WHAT THIS TASK INVOLVES → Set down, please, exactly the lines below that run from the line with "context.lineWidth = 3;" to the line with "context.fillText(text, 0, 0);", both lines included.

++++ DATASET CONTENT

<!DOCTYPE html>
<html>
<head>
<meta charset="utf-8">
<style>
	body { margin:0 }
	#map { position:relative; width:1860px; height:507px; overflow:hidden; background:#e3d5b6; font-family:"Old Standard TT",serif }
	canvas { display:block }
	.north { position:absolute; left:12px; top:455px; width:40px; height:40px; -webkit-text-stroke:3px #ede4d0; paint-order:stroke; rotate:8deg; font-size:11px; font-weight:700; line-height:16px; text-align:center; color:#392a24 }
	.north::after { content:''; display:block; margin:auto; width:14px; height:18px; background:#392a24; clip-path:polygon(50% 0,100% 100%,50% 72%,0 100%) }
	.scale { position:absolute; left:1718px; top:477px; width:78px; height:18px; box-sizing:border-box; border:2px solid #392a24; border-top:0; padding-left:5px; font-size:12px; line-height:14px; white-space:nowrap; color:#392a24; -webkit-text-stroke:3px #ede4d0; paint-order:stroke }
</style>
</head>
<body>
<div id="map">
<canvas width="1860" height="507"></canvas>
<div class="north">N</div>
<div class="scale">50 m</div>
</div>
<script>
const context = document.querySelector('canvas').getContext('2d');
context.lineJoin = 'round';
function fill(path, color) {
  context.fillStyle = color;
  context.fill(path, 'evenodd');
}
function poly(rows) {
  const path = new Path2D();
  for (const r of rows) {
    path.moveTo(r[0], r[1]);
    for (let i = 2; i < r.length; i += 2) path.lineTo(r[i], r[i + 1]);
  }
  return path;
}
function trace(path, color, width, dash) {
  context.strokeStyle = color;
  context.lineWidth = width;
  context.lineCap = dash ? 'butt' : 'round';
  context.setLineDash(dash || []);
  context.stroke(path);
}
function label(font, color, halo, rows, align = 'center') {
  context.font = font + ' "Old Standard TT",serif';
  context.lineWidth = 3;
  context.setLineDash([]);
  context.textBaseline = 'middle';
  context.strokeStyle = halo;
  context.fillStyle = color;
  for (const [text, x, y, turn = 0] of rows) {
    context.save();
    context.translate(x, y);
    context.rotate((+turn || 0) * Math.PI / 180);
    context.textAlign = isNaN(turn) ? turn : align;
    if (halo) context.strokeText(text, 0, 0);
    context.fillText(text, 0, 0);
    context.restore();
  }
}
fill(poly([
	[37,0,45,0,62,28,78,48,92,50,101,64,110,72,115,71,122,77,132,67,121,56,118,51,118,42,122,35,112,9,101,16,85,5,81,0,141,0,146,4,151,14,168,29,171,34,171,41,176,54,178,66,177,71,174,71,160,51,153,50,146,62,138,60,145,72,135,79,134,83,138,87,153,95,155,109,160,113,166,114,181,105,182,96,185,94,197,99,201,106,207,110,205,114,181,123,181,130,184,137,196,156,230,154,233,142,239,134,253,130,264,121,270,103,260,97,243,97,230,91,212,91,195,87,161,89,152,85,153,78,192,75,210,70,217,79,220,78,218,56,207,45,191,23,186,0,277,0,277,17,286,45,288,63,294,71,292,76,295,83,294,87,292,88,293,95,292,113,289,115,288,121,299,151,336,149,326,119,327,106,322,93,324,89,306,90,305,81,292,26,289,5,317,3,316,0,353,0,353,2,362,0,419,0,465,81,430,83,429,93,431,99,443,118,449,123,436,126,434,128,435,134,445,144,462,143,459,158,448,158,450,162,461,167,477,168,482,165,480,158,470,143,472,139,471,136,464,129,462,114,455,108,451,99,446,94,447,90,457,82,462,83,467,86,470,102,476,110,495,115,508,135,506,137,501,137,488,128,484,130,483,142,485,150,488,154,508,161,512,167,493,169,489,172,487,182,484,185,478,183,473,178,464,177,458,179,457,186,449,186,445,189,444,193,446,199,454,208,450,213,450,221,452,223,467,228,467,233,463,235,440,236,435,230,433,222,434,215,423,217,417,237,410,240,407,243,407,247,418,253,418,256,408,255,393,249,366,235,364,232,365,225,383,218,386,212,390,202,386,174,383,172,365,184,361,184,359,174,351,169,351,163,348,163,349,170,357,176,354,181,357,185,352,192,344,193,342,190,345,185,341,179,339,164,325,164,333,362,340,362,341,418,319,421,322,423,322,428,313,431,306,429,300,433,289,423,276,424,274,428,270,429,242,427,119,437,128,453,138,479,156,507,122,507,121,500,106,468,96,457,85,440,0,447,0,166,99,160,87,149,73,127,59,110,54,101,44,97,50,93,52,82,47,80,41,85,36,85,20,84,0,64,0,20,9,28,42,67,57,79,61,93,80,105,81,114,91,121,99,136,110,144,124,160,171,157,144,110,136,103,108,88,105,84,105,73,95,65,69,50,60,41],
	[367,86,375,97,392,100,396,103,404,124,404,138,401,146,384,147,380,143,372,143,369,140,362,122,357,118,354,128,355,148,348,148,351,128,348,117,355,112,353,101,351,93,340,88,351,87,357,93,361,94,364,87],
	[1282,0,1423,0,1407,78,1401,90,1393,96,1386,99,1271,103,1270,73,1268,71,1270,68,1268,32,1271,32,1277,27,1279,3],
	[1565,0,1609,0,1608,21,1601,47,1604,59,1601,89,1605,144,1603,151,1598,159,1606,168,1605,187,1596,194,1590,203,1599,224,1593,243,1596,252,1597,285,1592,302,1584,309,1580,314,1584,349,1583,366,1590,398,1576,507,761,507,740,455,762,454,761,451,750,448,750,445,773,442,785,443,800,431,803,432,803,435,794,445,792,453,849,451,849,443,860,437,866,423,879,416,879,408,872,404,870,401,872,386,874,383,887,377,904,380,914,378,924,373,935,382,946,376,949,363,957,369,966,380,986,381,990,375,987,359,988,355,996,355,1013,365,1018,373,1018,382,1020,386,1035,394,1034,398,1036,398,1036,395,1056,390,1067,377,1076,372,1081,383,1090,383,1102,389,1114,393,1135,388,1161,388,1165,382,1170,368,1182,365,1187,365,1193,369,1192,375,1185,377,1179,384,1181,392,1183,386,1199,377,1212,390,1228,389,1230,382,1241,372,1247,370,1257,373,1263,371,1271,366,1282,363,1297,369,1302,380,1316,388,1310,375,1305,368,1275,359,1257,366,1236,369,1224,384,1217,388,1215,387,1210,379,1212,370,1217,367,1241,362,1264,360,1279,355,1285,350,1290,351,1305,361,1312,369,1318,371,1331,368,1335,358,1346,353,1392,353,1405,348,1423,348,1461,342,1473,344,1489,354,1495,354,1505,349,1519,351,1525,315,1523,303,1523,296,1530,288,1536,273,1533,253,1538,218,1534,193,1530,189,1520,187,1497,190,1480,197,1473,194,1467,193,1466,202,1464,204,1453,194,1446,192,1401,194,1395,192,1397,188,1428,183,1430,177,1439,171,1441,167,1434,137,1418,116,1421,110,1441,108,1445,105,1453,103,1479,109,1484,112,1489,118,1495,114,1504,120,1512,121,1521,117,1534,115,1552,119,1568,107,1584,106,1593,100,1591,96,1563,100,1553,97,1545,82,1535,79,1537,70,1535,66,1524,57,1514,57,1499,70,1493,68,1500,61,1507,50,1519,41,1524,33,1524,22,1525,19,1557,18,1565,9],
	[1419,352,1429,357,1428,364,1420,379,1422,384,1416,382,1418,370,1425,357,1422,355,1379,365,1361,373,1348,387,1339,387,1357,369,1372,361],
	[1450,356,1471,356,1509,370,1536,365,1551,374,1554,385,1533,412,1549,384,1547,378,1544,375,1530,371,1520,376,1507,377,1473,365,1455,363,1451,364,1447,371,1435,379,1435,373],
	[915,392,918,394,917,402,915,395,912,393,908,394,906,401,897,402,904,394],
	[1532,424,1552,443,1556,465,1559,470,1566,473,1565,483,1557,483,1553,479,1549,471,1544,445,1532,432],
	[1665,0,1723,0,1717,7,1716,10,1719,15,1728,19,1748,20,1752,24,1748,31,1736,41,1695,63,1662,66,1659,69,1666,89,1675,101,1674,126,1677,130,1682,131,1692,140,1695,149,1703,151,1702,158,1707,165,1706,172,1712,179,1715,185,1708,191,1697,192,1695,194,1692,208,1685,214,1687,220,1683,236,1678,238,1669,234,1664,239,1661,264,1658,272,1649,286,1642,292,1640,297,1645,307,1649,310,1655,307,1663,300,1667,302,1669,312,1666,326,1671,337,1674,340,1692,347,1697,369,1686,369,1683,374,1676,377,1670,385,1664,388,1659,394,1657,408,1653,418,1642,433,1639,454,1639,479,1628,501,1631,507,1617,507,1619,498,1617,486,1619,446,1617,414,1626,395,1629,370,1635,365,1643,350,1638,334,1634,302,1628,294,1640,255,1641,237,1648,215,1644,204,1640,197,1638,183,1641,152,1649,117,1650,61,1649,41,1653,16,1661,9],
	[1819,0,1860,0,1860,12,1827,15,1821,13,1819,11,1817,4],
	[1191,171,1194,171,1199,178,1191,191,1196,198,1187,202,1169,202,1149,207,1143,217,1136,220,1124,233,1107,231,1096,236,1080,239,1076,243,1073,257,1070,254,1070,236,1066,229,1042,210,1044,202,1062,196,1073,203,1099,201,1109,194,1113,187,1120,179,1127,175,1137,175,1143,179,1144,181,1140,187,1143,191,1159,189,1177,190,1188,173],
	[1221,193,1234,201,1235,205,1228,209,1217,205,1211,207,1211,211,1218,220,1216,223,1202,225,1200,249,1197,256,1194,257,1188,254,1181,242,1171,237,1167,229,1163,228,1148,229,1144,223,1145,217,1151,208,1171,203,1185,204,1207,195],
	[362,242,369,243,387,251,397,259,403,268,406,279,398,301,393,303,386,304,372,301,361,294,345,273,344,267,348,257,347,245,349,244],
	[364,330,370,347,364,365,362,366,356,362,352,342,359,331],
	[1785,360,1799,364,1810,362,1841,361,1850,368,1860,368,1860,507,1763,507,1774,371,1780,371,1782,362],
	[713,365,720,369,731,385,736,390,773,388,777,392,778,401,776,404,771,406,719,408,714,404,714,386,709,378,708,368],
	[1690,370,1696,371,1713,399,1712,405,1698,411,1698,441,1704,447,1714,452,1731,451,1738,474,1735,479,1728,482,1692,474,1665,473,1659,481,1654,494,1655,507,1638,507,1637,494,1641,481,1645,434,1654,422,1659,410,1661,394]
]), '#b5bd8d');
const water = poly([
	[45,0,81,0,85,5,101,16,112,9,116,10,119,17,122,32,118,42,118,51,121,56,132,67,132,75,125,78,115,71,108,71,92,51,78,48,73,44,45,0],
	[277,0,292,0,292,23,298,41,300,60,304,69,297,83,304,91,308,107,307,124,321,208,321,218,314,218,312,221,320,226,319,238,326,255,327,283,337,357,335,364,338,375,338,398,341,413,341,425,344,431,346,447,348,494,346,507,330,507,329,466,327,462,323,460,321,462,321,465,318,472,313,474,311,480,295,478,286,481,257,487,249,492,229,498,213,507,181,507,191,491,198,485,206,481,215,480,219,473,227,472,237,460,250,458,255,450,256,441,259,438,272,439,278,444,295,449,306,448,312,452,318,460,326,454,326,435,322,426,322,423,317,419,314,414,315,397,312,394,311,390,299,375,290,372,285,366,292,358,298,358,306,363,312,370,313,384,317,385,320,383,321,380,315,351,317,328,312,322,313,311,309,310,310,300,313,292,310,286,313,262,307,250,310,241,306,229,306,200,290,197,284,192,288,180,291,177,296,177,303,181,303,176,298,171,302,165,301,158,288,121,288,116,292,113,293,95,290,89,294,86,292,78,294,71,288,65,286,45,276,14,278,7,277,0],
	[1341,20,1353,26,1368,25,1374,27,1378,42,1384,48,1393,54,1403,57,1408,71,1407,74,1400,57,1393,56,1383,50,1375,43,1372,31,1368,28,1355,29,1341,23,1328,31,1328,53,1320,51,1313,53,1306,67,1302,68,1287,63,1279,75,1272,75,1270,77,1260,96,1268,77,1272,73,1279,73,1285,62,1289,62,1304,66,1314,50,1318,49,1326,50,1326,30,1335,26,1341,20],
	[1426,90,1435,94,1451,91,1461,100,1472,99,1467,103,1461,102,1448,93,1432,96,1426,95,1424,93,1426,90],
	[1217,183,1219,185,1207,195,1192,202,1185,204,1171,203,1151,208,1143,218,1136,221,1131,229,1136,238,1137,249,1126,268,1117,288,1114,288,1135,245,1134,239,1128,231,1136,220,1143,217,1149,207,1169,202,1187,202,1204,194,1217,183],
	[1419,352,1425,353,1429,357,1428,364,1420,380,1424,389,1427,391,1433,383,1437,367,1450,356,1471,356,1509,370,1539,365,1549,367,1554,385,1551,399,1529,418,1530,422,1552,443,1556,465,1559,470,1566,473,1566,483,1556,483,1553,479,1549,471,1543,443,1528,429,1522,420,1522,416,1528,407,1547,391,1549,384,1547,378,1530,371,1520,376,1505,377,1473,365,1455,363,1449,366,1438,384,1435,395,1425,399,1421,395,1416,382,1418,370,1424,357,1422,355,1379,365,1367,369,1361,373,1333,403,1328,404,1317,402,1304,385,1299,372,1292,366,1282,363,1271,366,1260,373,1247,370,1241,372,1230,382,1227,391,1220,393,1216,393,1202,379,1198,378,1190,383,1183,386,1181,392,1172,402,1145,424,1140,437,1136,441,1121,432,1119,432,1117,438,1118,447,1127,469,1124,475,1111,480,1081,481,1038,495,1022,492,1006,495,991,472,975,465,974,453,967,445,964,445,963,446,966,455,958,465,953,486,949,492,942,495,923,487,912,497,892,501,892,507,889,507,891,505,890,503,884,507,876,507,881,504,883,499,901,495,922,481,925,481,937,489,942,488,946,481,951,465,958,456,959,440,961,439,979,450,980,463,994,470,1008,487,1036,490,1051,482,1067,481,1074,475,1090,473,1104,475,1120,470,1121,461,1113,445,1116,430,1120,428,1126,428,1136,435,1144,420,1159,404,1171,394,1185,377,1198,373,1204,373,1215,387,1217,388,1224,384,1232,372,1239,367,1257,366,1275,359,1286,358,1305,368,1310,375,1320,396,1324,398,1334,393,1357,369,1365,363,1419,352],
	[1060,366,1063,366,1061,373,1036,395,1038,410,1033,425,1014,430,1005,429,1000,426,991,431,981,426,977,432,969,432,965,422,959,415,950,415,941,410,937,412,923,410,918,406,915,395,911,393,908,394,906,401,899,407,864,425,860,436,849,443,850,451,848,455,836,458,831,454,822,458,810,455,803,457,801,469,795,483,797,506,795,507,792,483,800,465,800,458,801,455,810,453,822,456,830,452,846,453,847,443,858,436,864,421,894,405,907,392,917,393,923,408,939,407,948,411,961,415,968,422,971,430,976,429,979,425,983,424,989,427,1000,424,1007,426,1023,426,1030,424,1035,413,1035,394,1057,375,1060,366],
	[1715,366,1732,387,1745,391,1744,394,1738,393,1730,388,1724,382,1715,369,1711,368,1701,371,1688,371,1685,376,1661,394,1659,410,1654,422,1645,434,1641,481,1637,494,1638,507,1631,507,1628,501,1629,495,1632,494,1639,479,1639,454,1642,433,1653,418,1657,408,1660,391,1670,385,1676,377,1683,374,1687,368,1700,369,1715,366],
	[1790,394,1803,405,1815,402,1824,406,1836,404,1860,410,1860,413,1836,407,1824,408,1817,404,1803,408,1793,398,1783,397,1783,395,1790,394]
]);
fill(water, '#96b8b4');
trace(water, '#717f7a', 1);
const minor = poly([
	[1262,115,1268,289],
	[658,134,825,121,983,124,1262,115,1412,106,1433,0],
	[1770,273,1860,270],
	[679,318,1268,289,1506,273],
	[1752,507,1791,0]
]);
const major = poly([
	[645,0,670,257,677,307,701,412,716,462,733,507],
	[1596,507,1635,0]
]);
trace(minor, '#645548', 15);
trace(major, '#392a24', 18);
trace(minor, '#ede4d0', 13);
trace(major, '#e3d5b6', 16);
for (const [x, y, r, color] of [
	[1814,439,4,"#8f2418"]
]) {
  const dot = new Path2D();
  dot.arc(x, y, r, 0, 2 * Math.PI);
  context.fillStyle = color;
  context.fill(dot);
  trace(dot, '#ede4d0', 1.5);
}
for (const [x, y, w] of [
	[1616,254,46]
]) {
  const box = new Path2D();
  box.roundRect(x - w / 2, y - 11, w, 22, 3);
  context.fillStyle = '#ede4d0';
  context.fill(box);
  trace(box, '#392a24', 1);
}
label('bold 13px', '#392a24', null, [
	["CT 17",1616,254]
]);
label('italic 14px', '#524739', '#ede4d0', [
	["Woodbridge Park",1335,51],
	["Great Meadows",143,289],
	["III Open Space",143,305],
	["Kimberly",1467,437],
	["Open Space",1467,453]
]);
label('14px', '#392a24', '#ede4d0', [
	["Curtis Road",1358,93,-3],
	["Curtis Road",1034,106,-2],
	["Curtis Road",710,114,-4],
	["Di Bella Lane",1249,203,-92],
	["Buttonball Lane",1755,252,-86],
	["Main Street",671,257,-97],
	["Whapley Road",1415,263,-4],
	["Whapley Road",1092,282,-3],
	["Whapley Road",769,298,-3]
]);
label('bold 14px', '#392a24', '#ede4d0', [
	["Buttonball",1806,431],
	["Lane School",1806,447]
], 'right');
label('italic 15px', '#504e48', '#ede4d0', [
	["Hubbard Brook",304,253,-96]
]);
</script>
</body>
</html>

++++++++

ANSWER SPACE →
  context.lineWidth = 3;
  context.setLineDash([]);
  context.textBaseline = 'middle';
  context.strokeStyle = halo;
  context.fillStyle = color;
  for (const [text, x, y, turn = 0] of rows) {
    context.save();
    context.translate(x, y);
    context.rotate((+turn || 0) * Math.PI / 180);
    context.textAlign = isNaN(turn) ? turn : align;
    if (halo) context.strokeText(text, 0, 0);
    context.fillText(text, 0, 0);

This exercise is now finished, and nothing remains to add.